Any previously decoded picture may serve as a reference picture to which a motion vector points. These pictures can be encoded in different ways and the image quality of any particular received picture varies according to how it was encoded. When a reference is made to another picture by way of a motion vector the motion vector may point to a sub-pixel. Where a reference is made to a sub-pixel in a referenced picture that sub-pixel must be calculated using an interpolation filter. For low quality pictures such as B2 in FIG. 1, which is derived from at least two iterations of references to other pictures the accumulated integer pixel error will mean that the interpolated sub-pixel values derived from the integer pixels will be of less use compared to say, the interpolated sub-pixel values derived in I0.
Quantization Parameters (QP) are used to determine the level of quantization of transform coefficients. A larger QP means a larger quantization step size meaning a lower resolution scale of transform coefficients and so a lower picture quality. In the example of FIG. 1, picture I0 corresponds to an intra coded frame having a quantization parameter of, say, QP. Typically finer grain quantization is deployed for such images than for temporally predicted images. P8 is a frame encoded using single picture prediction and will have a quantization parameter of QP+1, meaning that the quantization of P8 is more coarse than for I0. B4 will have quantization parameter QP+2; B2 and B6 are encoded with quantization parameter QP+3; and B1, B3, B5 and B7 are encoded with QP+4. That is, the lower hierarchical levels have increased quantization parameters, and therefore increasingly coarse quantization. Accordingly, the value of quantization parameter for a reference frame may be used as in indication of the quality of that reference frame. In coding with low delay the QP can either be fixed for all inter predictive frames or varied periodically so that every second, every third or every fourth frame has a lower QP than the other frames.
According to a method and apparatus disclosed herein, a mask is applied to a picture being referenced, the mask disallowing certain sub-pixel positions, preventing the application of an interpolation filter for that sub-pixel.
The masks are defined in the decoder. Different masks may be used for different levels of reference picture quality. Each mask indicates, for a particular reference picture quality, which sub-pixel positions may be used as references for subsequent pictures. This allows the complexity of bi-prediction to be controlled dependent upon the reference picture. Reference pictures of higher quality thus have a different sub-pixel mask compared to reference frames of lower quality.
It is advantageous to allow for many sub-pixel positions in a high quality reference picture in order to use the sharpness of the high quality reference picture in current picture prediction.

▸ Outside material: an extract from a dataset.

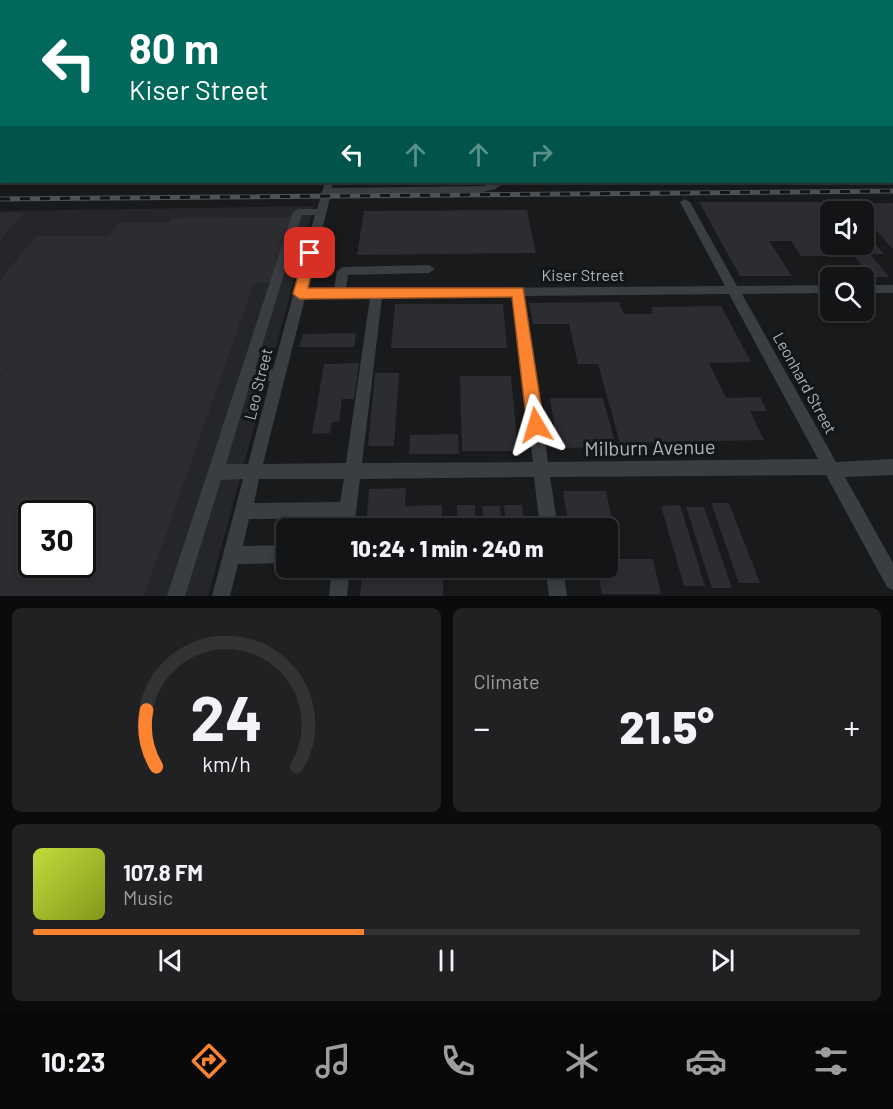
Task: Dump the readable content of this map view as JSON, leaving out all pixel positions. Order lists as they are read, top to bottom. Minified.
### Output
{"streets":{"street":["Kiser Street","Leonhard Street","Leo Street","Milburn Avenue"]},"crossings":[["Kiser Street","Leonhard Street"],["Kiser Street","Leo Street"],["Leonhard Street","Milburn Avenue"],["Leo Street","Milburn Avenue"]],"page":{"turn":["80 m","Kiser Street"],"limit":"30","trip":"10:24 · 1 min · 240 m","tile":"Climate","heat":["−","21.5°","+"],"song":["107.8 FM","Music"],"tabs":"10:23","gauge":["24","km/h"]}}
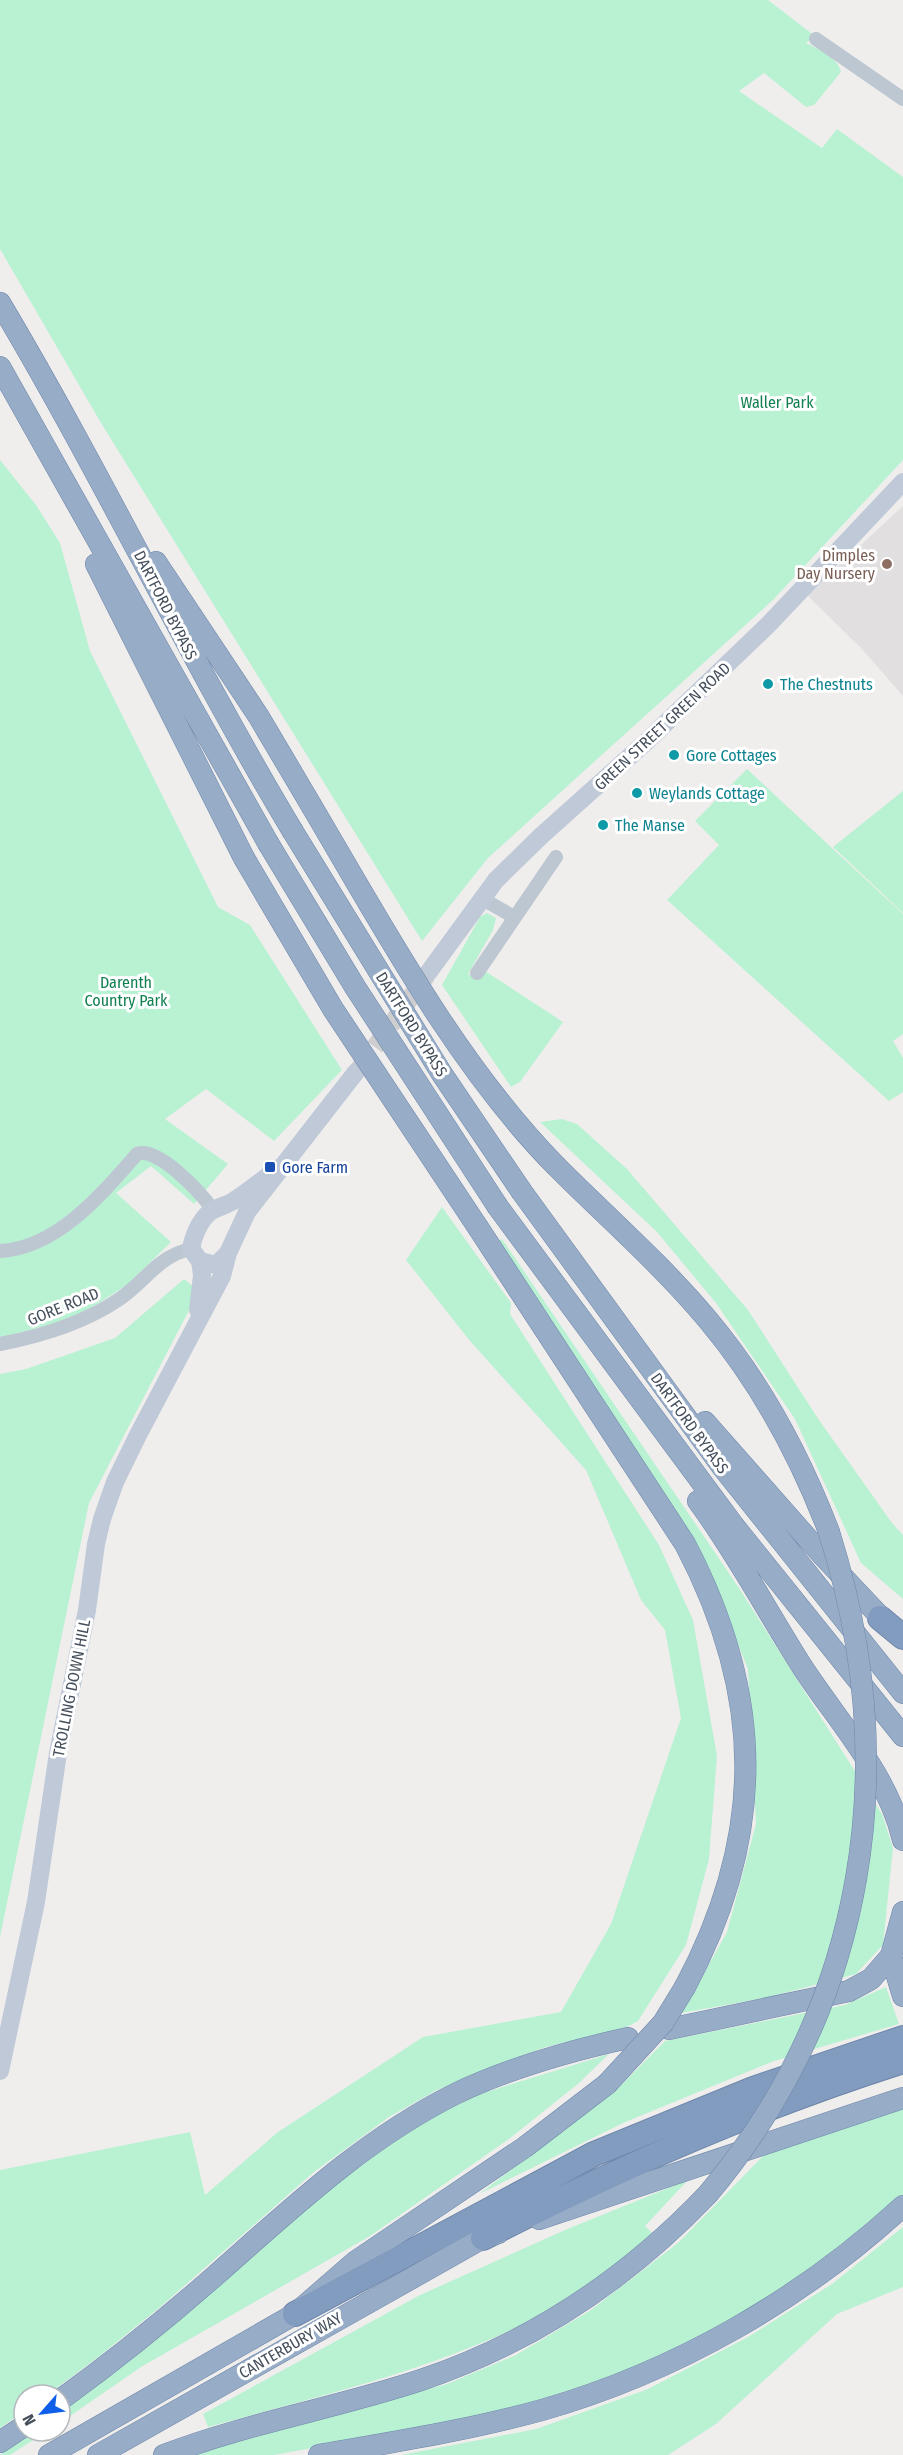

Low quality reference pictures contain less detail and thus a sufficient reference can be made with fewer sub-pixel positions. By masking away sub-pixel positions that have the highest calculation complexity the interpolation cost of the low quality reference frames can be reduced.
FIG. 4 shows an example arrangement where masks 410, 420, 430, 440 used for each reference are illustrated for a group of pictures similar to that described with reference to FIG. 3. A reference to an I-frame such as I0 may refer to all 15 sub-pixel positions because this is a high quality frame. A reference to a P-frame such as P8 may refer to only seven sub-pixel positions: the horizontal interpolation only sub-pixel positions a, b and c; the vertical interpolation only sub-pixel positions d, h and l; and central half-pixel position j. A reference to a first level B-frame such as B4 may refer to only 6 sub-pixel positions: the horizontal interpolation only sub-pixel positions a, b and c; and the vertical interpolation only sub-pixel positions d, h and l. A reference to a second level B-frame such as B2 or B6 may refer to only 2 sub-pixel positions: the horizontal interpolation only half-pixel position b; and the vertical only half-pixel position h.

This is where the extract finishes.